Gary Neptune, founder of Neptune Mountaineering, remembers the early days, too, hiking to a crag in Boulder Canyon, at least twice finding naked women sunbathing. “And that’s how few people there were. They were just down by the river just out of sight of everybody else,” he says. Today, you’re lucky if you find a parking slot after 10 a.m.

While the epic surge of climbing’s popularity has frustrated some, to others it’s a symbol of the community’s success. Hill says, “It’s just a reality.” Since she moved to Boulder in the early 2000s, she’s watched local crags grow too crowded to even get on a route at times. “It’s unfortunate. [But] I’m glad because I feel like finally the world is waking up. They understand how cool climbing is and they understand how important it is to give back to the environment, give back to humanity.”

Malcolm Daly laces his shoes back in the day, climbing on The Flying Buttress in Rocky Mountain National Park.

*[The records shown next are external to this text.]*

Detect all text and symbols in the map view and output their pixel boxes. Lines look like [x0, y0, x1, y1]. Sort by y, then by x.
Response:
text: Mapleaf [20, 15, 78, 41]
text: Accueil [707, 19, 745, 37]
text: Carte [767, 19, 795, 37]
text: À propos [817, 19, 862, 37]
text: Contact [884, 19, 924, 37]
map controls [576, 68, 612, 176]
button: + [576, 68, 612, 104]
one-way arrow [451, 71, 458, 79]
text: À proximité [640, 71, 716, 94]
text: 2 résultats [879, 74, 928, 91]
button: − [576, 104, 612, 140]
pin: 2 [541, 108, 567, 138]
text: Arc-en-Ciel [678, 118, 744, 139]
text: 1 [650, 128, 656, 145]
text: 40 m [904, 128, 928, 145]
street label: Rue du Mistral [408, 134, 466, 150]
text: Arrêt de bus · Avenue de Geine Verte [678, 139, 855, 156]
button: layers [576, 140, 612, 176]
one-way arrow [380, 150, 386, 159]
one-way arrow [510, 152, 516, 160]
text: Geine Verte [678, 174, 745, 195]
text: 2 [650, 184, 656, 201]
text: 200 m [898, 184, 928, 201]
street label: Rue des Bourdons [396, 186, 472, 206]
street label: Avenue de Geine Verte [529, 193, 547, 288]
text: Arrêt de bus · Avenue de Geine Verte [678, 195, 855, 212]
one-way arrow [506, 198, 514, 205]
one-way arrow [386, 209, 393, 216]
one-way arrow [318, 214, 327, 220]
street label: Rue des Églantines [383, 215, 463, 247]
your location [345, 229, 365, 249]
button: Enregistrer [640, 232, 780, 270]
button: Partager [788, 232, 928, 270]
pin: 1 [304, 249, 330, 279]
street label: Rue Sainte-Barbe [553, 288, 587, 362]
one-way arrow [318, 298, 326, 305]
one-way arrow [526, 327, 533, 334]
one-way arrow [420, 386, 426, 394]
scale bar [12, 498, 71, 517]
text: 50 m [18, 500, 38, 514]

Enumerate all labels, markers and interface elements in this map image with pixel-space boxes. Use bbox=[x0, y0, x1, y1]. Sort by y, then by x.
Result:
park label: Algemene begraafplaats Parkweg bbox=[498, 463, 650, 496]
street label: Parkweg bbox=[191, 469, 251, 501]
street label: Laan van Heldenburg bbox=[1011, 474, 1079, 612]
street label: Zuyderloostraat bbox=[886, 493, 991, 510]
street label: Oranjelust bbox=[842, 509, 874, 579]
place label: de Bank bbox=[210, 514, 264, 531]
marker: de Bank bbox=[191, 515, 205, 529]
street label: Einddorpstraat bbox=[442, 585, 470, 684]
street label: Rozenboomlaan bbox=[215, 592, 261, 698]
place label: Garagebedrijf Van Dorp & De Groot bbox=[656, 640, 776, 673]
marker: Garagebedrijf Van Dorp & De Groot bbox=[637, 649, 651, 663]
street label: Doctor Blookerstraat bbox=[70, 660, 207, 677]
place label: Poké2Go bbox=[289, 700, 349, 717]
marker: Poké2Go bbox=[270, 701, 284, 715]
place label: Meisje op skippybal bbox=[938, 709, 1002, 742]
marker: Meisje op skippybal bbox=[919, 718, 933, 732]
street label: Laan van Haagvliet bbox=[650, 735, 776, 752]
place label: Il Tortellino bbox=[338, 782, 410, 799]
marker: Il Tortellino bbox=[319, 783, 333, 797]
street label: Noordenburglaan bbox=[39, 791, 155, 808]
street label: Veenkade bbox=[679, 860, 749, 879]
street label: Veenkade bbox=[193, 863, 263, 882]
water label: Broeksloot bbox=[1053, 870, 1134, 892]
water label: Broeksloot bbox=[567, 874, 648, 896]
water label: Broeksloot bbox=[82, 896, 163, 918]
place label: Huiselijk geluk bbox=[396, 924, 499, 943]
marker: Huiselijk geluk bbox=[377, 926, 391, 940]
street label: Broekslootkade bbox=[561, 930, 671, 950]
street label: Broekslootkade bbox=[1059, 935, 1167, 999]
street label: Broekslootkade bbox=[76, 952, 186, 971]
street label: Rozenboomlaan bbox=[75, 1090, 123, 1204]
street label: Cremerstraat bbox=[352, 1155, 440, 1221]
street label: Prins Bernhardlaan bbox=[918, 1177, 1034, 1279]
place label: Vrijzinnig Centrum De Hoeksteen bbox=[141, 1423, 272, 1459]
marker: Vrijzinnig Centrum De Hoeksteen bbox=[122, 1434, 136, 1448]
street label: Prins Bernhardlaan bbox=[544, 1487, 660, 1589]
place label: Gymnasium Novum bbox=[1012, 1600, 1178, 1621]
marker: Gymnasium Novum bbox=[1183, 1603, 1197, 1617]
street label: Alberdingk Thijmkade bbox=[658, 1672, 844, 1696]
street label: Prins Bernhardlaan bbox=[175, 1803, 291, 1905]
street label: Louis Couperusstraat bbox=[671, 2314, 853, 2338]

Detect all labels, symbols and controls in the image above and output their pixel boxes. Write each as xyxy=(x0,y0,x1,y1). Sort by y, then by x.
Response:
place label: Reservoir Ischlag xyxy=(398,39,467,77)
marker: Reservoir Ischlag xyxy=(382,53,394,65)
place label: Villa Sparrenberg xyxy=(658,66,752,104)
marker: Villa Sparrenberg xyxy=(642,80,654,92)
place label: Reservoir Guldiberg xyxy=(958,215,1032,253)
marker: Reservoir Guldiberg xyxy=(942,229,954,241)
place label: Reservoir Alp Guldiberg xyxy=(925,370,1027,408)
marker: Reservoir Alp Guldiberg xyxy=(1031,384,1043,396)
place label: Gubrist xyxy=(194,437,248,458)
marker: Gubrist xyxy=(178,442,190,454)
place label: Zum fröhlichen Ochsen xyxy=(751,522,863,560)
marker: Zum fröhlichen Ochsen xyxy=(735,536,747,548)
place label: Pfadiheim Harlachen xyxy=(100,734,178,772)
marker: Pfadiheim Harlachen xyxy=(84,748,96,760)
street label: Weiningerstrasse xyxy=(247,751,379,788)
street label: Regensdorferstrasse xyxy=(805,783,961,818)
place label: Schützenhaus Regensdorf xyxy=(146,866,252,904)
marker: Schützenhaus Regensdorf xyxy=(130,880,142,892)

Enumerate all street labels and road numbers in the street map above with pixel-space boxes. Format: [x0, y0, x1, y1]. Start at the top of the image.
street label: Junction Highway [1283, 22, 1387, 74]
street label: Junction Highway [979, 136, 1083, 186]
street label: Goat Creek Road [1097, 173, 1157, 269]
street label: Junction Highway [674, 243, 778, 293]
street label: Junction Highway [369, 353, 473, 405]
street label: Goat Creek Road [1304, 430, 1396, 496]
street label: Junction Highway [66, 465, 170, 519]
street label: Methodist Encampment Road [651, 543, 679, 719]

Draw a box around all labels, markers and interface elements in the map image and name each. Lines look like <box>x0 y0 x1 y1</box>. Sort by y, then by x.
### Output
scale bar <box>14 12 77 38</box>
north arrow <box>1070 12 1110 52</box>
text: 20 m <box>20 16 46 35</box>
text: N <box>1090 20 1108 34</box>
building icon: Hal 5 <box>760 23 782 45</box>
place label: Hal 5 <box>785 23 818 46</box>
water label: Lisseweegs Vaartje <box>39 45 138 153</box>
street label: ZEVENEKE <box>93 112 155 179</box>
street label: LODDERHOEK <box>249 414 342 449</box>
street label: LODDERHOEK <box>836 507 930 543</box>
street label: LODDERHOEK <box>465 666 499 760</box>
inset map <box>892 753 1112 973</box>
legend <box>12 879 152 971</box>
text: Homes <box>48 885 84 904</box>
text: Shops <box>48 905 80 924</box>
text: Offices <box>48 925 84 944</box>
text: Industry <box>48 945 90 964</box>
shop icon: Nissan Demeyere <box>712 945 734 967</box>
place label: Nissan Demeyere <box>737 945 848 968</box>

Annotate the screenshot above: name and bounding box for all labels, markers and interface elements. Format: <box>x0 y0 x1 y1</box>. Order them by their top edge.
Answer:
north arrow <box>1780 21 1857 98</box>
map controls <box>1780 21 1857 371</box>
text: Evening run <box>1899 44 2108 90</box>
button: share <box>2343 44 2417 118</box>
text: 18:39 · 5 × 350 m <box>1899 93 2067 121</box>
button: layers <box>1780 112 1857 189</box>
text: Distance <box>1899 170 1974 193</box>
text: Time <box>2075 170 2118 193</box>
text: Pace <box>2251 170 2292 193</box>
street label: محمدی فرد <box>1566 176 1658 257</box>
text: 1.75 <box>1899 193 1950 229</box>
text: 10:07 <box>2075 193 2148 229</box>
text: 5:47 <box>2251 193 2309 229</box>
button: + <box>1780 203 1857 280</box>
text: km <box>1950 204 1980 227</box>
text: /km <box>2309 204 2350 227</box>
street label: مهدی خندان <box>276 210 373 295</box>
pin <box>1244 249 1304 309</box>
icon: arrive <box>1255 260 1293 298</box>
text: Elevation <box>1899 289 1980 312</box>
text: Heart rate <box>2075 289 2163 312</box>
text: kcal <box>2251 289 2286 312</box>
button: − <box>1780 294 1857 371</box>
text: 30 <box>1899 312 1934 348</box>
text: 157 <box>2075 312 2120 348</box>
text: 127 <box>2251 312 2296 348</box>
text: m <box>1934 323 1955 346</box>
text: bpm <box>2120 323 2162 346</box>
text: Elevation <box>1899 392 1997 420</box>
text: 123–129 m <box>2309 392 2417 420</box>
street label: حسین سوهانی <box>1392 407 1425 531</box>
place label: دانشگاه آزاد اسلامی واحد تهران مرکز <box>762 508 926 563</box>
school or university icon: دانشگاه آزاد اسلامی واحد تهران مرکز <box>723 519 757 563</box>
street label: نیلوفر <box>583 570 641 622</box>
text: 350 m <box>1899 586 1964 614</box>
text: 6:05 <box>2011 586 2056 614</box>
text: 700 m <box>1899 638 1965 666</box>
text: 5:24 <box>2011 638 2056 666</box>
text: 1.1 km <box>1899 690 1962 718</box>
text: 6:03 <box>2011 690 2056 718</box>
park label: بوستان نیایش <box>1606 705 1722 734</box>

Daly says, “Maybe we have the same number of men, but many more women… and that’s a good reason [why there are more climbers], by the way.” He sees adventure opportunities simply changing, now that most of the terrain around Boulder has been climbed. “People are combining things. They’re doing three Diamond routes in a day, or big ridge traverse from Meeker all the way up to Notchtop; they’re finding new ways to have adventures and I think that’s going to continue. I think that’s one of our inherent things being human beings: we seek adventure, we want new experiences.”

This month Free Solo began its second round of screenings in the U.S., this time competing for an Academy Award. Next year, climbing makes its Olympic debut, a handful of Boulderites like Margo Hayes and Brooke Raboutou, both raised on local outdoor rock and at Boulder’s climbing gyms, competing for spots on Team U.S.A.

As climbing fever spreads, with people being introduced at gyms in places without outdoor rock or inspired by social media stars and movies like Free Solo, “A lot of them are going to want to go outdoors and come here,” Briggs says, just like they have for decades. “Boulder was the center at [climbing’s inception], and still is.”